Lo cierto es que, hasta ahora, la opinión pública nacional no dispone de información oficial clara y precisa sobre las líneas de acción del gobierno federal en la convulsionada urbe chihuahuense. La confusión resultante no es precisamente un factor de tranquilidad para una sociedad que, a raíz de las acciones gubernamentales contra la delincuencia
, se ha visto hundida en una espiral de violencia que hasta hace pocos años habría resultado inimaginable. Las cifras son concluyentes: más de 16 mil muertos en lo que va de la administración calderonista, más de 2 mil 500 de ellos en Ciudad Juárez, donde han tenido lugar, en los 25 días transcurridos de este año, cerca de un centenar de asesinatos.
Debe recordarse, además, que diversos sectores y actores sociales han señalado la improcedencia de emplear a las fuerzas armadas en tareas que constitucionalmente no les corresponden, como son las operaciones policiales, y que pese a ello el poder público se ha empecinado en involucrar a los militares en una guerra
que lo es, sin duda, a juzgar por el elevadísimo número de bajas, pero cuyos propósitos y bandos cada día están menos claros. Entre las objeciones están las inevitables vulneraciones a los derechos humanos que trae aparejada la presencia de soldados convertidos por orden administrativa en policías, la descomposición a la que se somete a los institutos castrenses cuando se les pone a combatir el crimen y, en términos más generales, la inutilidad de querer erradicar únicamente por medio de la fuerza armada fenómenos delictivos que tienen raíces profundas en las problemáticas social y económica, agravadas por la crisis actual y por la manera inepta y triunfalista con que se le ha hecho frente.

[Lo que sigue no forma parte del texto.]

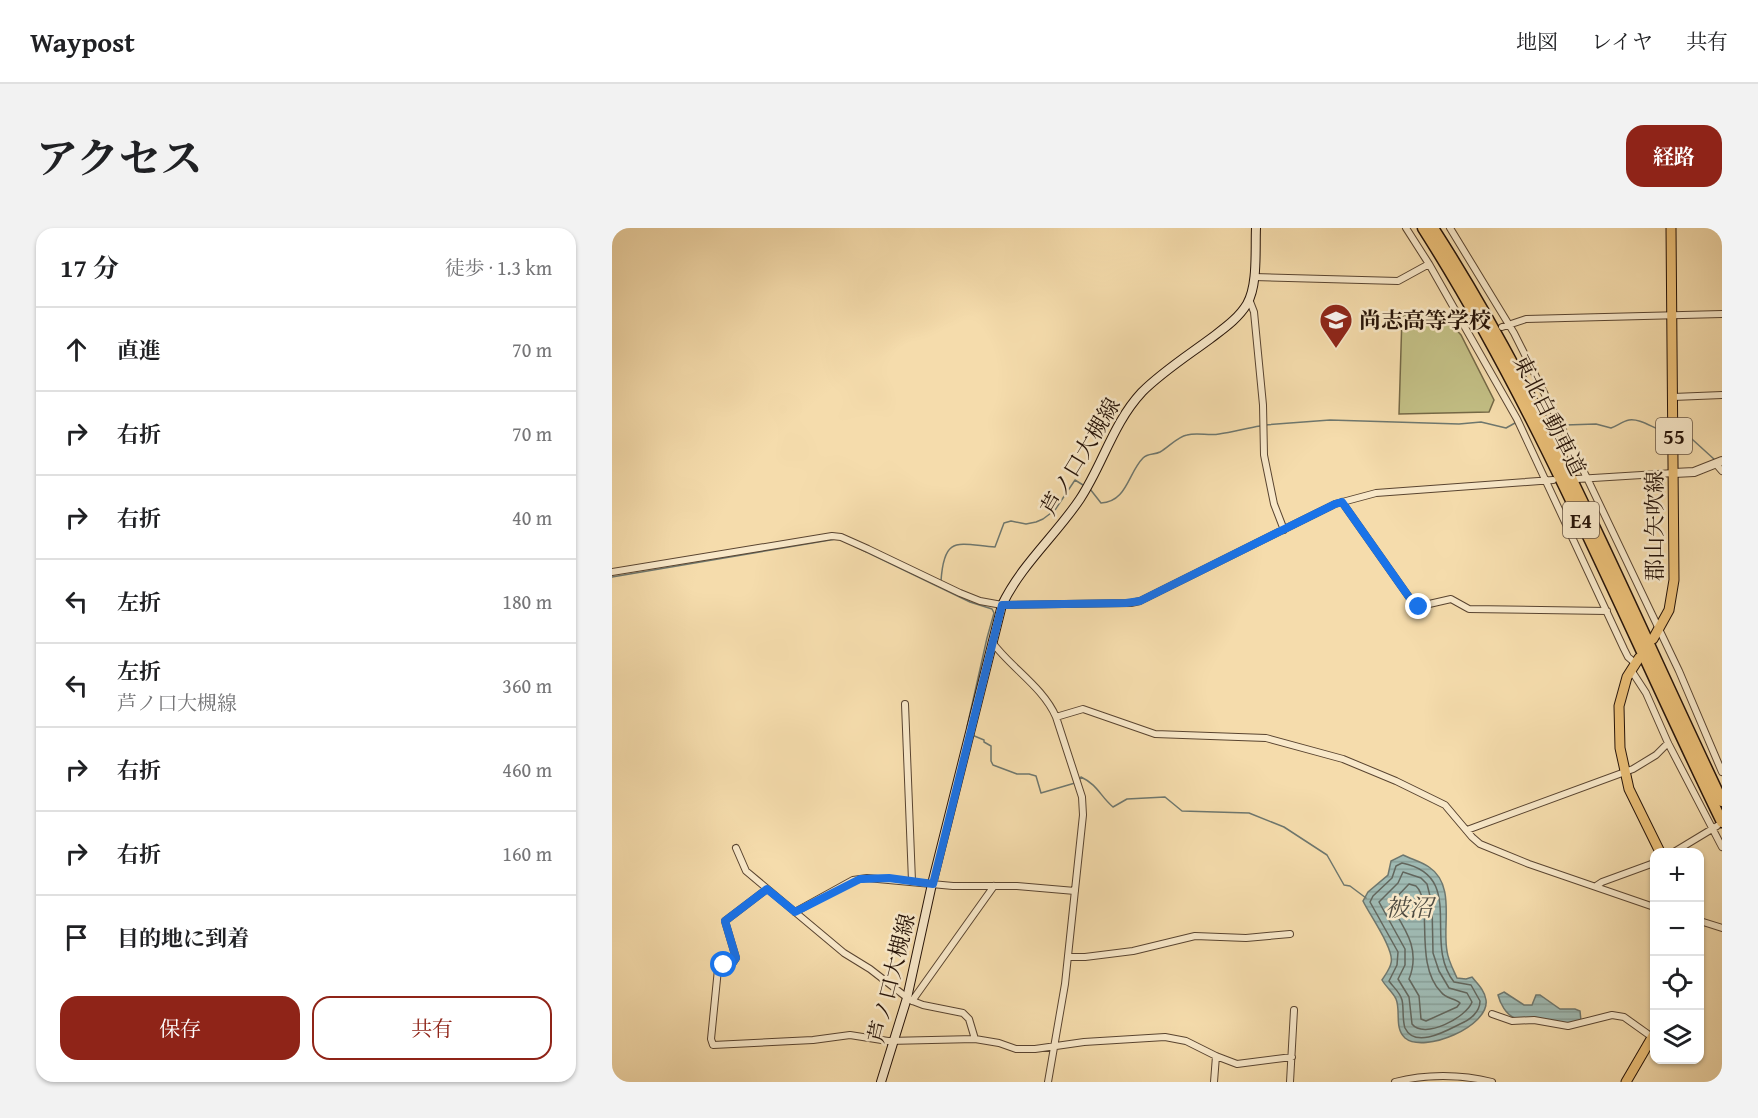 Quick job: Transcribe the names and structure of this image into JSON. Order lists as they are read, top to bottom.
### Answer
{
  "streets": {
    "highway": ["東北自動車道", "E4"],
    "main road": ["55", "芦ノ口大槻線", "郡山矢吹線"]
  },
  "water": ["被沼"],
  "places": {
    "school or university": ["尚志高等学校"]
  },
  "page": {
    "header": "Waypost",
    "nav": ["地図", "レイヤ", "共有"],
    "title": "アクセス",
    "buttons": [
      "経路",
      ["保存", "共有"]
    ],
    "heading": ["17 分", "徒歩 · 1.3 km"],
    "list": [
      ["直進", "70 m"],
      ["右折", "70 m"],
      ["右折", "40 m"],
      ["左折", "180 m"],
      ["左折", "芦ノ口大槻線", "360 m"],
      ["右折", "460 m"],
      ["右折", "160 m"],
      "目的地に到着"
    ],
    "map_buttons": ["+", "−"]
  }
}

En tales circunstancias, es reprochable que si en Ciudad Juárez el gobierno federal decidió dar marcha atrás en el empleo de las fuerzas armadas –decisión que sería, en principio, saludable–, se abstenga de enterar a la sociedad sobre los motivos de tal decisión. La omisión es doblemente agraviante si se considera la insistencia y hasta la saturación de anuncios oficiales que ensalzan los éxitos reales o supuestos del gobierno en contra de la delincuencia. Tanto más desolador resulta que el embajador estadunidense se erija en una fuente de información más precisa que las propias autoridades nacionales, no sólo por lo que esa situación sugiere en términos de pérdida de soberanía, sino también porque habla de una dislocación institucional que deriva en opacidad, confusión o, peor aún, ocultamiento de las razones y cálculos del equipo gobernante.